» **TASK TO COMPLETE**
Search the listing below for the string "service" and show each line that contains it.

» **RECORDS SHOWN**
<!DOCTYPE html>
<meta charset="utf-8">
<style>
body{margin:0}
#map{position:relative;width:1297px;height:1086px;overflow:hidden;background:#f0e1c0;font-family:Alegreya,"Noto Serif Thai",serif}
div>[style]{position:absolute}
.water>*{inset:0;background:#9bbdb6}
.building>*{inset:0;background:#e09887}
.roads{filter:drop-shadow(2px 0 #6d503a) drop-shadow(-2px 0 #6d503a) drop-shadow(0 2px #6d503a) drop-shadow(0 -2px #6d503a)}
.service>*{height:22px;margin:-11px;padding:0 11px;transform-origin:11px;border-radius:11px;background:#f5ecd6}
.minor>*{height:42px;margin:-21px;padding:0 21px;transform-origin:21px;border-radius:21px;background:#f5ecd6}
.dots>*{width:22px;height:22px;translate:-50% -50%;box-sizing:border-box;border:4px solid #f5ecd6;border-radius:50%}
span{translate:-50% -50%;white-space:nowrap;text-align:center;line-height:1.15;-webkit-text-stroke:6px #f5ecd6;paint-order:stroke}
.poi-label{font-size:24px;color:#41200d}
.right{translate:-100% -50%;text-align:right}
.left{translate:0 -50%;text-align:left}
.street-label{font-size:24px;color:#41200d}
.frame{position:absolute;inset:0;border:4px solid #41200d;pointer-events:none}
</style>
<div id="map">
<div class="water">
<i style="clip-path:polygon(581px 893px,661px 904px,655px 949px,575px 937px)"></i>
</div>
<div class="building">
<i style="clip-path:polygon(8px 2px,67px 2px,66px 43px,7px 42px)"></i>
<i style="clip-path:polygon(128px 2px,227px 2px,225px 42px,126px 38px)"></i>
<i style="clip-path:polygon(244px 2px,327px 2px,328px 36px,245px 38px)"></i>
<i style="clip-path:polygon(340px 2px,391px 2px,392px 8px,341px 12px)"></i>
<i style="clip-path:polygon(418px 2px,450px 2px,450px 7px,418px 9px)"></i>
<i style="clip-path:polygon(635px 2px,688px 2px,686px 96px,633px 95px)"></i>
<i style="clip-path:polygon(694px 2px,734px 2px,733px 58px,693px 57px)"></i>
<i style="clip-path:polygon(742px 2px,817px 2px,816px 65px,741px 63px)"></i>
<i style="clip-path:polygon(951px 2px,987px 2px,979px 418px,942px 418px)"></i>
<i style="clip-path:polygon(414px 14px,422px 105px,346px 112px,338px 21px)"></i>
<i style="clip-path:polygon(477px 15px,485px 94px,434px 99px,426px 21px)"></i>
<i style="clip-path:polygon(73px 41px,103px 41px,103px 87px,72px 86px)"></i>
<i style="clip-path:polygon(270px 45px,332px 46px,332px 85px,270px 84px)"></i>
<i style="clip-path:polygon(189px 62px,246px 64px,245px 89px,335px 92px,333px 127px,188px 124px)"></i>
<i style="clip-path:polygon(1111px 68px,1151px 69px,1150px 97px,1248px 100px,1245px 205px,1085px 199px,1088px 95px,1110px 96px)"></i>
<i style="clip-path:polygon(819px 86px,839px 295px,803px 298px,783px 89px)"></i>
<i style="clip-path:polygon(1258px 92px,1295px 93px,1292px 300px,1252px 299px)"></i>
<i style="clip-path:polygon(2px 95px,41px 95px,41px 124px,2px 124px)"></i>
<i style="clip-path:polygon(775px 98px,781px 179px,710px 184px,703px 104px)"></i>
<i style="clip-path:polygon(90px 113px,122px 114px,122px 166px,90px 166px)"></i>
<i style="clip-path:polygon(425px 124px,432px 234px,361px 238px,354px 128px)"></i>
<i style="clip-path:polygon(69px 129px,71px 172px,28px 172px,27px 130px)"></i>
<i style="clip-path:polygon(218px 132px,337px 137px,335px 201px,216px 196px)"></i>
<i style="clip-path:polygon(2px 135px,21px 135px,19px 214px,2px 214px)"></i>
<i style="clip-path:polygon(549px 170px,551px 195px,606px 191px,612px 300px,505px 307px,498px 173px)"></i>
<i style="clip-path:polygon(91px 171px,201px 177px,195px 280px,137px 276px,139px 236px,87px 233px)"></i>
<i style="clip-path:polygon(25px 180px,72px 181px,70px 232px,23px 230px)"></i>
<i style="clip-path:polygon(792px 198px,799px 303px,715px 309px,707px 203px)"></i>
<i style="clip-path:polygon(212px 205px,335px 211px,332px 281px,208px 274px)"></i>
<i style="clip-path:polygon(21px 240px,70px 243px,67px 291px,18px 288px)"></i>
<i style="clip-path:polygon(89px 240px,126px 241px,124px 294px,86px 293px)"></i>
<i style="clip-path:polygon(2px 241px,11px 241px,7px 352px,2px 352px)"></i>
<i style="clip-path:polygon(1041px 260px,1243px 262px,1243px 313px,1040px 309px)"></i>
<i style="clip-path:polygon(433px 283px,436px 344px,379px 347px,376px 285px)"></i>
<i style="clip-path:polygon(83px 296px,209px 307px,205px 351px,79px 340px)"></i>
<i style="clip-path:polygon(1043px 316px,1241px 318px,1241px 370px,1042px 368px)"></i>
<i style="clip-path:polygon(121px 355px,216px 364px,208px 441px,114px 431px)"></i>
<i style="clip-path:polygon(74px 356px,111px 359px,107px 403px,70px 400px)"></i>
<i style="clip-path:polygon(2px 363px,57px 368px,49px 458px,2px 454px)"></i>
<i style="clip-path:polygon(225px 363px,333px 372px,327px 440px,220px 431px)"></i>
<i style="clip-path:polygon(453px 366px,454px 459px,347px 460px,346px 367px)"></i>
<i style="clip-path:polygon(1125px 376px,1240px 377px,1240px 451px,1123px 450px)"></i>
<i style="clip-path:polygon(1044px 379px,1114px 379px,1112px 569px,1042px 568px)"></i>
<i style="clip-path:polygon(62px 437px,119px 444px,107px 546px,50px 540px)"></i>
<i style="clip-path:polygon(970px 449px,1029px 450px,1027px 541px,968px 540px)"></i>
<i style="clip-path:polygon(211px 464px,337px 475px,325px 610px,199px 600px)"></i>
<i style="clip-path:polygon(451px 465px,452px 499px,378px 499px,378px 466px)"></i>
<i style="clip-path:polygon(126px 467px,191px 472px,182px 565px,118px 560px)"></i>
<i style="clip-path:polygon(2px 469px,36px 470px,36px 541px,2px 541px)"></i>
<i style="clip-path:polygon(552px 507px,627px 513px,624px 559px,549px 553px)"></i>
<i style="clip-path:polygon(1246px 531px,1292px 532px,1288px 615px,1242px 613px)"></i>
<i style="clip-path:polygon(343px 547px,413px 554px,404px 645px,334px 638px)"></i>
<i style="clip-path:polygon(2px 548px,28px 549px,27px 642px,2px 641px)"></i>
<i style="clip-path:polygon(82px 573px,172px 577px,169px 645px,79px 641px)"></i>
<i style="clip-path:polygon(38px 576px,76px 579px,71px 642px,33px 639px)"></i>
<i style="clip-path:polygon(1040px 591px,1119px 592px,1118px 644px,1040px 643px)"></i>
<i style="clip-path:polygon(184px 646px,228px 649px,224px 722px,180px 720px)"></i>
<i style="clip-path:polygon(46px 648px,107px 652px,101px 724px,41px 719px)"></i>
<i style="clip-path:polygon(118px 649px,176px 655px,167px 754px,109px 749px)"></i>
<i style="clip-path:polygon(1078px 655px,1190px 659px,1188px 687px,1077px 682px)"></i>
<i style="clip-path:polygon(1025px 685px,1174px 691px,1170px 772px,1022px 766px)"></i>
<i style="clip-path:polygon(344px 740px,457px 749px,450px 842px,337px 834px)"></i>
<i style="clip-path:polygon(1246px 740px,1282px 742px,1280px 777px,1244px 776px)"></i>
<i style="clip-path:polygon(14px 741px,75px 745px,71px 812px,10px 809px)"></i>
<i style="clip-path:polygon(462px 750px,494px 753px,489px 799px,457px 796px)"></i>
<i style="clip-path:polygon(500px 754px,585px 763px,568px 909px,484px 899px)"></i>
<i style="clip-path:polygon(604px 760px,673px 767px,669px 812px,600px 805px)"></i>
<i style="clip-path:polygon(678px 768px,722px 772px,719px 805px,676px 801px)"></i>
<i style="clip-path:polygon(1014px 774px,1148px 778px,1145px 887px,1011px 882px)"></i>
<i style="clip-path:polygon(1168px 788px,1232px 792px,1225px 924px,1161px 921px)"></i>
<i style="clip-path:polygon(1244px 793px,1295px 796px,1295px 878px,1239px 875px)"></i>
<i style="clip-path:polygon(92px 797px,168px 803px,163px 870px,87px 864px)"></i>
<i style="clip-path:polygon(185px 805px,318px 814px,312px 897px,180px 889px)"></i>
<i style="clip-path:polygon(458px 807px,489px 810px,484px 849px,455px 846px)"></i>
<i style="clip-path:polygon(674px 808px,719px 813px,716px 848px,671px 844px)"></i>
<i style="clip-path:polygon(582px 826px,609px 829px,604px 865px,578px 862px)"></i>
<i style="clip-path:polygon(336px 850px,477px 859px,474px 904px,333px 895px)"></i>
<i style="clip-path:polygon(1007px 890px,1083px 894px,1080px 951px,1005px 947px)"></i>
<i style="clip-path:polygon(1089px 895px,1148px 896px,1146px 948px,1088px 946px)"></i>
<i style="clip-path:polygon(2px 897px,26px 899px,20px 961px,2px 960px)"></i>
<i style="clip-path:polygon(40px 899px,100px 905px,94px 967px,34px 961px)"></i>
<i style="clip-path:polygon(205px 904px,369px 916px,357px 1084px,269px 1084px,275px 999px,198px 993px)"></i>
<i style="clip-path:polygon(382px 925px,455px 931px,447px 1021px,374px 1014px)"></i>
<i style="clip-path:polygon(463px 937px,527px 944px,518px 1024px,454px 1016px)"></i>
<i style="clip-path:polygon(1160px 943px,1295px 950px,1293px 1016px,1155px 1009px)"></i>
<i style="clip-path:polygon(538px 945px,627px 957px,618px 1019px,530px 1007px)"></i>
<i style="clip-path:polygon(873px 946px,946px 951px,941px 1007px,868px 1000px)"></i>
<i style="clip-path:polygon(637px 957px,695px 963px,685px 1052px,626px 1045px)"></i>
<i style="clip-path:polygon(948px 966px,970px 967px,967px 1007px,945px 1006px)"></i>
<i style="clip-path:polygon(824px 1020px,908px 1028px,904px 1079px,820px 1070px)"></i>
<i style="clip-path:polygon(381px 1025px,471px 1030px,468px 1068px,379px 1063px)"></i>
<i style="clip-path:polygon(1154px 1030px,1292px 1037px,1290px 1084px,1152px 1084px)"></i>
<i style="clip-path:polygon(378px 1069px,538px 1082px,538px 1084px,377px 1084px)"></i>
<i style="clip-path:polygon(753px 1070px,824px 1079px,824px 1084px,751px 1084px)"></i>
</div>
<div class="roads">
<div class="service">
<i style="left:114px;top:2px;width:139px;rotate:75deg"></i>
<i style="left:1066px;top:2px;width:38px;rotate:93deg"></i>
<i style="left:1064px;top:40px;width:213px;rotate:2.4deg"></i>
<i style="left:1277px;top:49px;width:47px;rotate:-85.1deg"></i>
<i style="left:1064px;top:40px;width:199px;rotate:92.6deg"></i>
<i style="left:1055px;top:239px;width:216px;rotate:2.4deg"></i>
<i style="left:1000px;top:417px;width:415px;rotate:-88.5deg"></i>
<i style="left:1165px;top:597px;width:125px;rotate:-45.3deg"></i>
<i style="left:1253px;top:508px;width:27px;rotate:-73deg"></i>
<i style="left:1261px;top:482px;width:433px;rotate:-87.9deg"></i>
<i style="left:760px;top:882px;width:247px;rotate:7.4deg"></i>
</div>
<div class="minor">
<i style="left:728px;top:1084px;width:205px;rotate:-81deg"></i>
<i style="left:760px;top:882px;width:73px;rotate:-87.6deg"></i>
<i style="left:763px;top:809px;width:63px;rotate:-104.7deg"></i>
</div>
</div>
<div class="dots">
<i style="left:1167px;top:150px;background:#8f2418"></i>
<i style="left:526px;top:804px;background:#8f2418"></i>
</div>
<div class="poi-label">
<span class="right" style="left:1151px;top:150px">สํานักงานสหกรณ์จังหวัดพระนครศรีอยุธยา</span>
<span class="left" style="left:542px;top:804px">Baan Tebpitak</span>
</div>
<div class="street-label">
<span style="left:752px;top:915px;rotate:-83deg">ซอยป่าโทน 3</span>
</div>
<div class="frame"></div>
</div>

» **ANSWER SPACE**
.service>*{height:22px;margin:-11px;padding:0 11px;transform-origin:11px;border-radius:11px;background:#f5ecd6}
<div class="service">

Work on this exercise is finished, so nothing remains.